=== Data ===

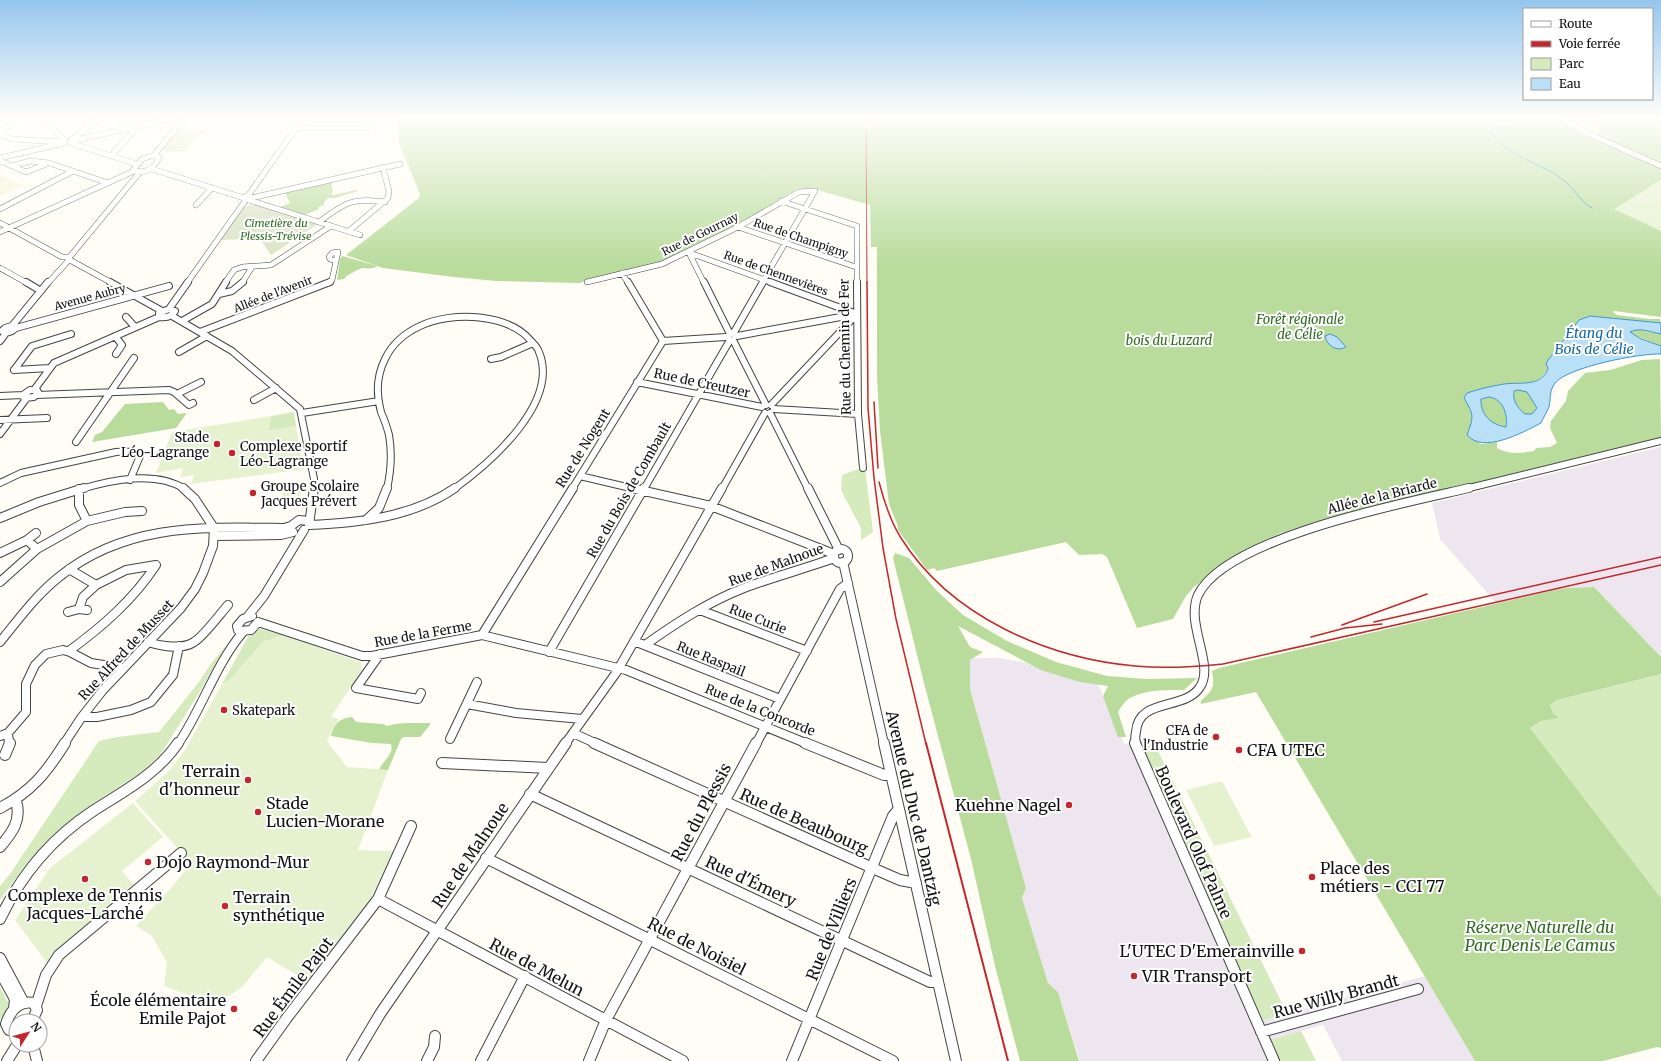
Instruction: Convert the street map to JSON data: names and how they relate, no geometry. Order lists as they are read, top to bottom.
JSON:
{
  "streets": {
    "street": [
      "Rue de Gournay",
      "Rue de Champigny",
      "Rue de Chennevières",
      "Allée de l'Avenir",
      "Avenue Aubry",
      "Rue du Chemin de Fer",
      "Rue de Creutzer",
      "Rue de Nogent",
      "Rue du Bois de Combault",
      "Allée de la Briarde",
      "Rue de Malnoue",
      "Rue Curie",
      "Rue de la Ferme",
      "Rue Alfred de Musset",
      "Rue Raspail",
      "Rue de la Concorde",
      "Avenue du Duc de Dantzig",
      "Rue du Plessis",
      "Rue de Beaubourg",
      "Boulevard Olof Palme",
      "Rue d'Émery",
      "Rue de Villiers",
      "Rue de Noisiel",
      "Rue de Melun",
      "Rue Émile Pajot",
      "Rue Willy Brandt"
    ]
  },
  "crossings": [
    ["Rue de Gournay", "Rue de Champigny"],
    ["Rue de Gournay", "Rue de Chennevières"],
    ["Rue de Gournay", "Rue du Bois de Combault"],
    ["Rue de Champigny", "Rue du Chemin de Fer"],
    ["Rue de Champigny", "Rue du Bois de Combault"],
    ["Rue de Chennevières", "Rue du Chemin de Fer"],
    ["Rue de Chennevières", "Rue du Bois de Combault"],
    ["Rue du Chemin de Fer", "Rue de Creutzer"],
    ["Rue du Chemin de Fer", "Rue du Bois de Combault"],
    ["Rue de Creutzer", "Rue de Nogent"],
    ["Rue de Creutzer", "Rue du Bois de Combault"],
    ["Rue de Nogent", "Rue de la Ferme"],
    ["Rue du Bois de Combault", "Rue de la Ferme"],
    ["Allée de la Briarde", "Boulevard Olof Palme"],
    ["Rue de Malnoue", "Rue Curie"],
    ["Rue de Malnoue", "Rue de la Ferme"],
    ["Rue de Malnoue", "Rue Raspail"],
    ["Rue de Malnoue", "Rue de la Concorde"],
    ["Rue de Malnoue", "Avenue du Duc de Dantzig"],
    ["Rue de Malnoue", "Rue de Beaubourg"],
    ["Rue de Malnoue", "Rue d'Émery"],
    ["Rue de Malnoue", "Rue de Noisiel"],
    ["Rue de Malnoue", "Rue de Melun"],
    ["Rue Curie", "Rue du Plessis"],
    ["Rue de la Ferme", "Rue de la Concorde"],
    ["Rue Raspail", "Rue du Plessis"],
    ["Rue de la Concorde", "Avenue du Duc de Dantzig"],
    ["Rue de la Concorde", "Rue du Plessis"],
    ["Avenue du Duc de Dantzig", "Rue du Plessis"],
    ["Avenue du Duc de Dantzig", "Rue de Beaubourg"],
    ["Avenue du Duc de Dantzig", "Rue d'Émery"],
    ["Avenue du Duc de Dantzig", "Rue de Villiers"],
    ["Rue du Plessis", "Rue de Beaubourg"],
    ["Rue du Plessis", "Rue d'Émery"],
    ["Rue du Plessis", "Rue de Noisiel"],
    ["Rue du Plessis", "Rue de Melun"],
    ["Rue de Beaubourg", "Rue de Villiers"],
    ["Boulevard Olof Palme", "Rue Willy Brandt"],
    ["Rue d'Émery", "Rue de Villiers"],
    ["Rue de Villiers", "Rue de Noisiel"],
    ["Rue de Melun", "Rue Émile Pajot"]
  ],
  "water": ["Étang du Bois de Célie"],
  "parks": [
    "Cimetière du Plessis-Trévise",
    "Forêt régionale de Célie",
    "bois du Luzard",
    "Réserve Naturelle du Parc Denis Le Camus"
  ],
  "places": [
    "Stade Léo-Lagrange",
    "Complexe sportif Léo-Lagrange",
    "Groupe Scolaire Jacques Prévert",
    "Skatepark",
    "CFA de l'Industrie",
    "CFA UTEC",
    "Terrain d'honneur",
    "Kuehne Nagel",
    "Stade Lucien-Morane",
    "Dojo Raymond-Mur",
    "Place des métiers - CCI 77",
    "Complexe de Tennis Jacques-Larché",
    "Terrain synthétique",
    "L'UTEC D'Emerainville",
    "VIR Transport",
    "École élémentaire Emile Pajot"
  ],
  "legend": [
    "Route",
    "Voie ferrée",
    "Parc",
    "Eau"
  ],
  "north": "top right"
}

===

Directions => Determine how many lines in the listing above hold the string "Raspail", then write only the number.

Output of the task => 3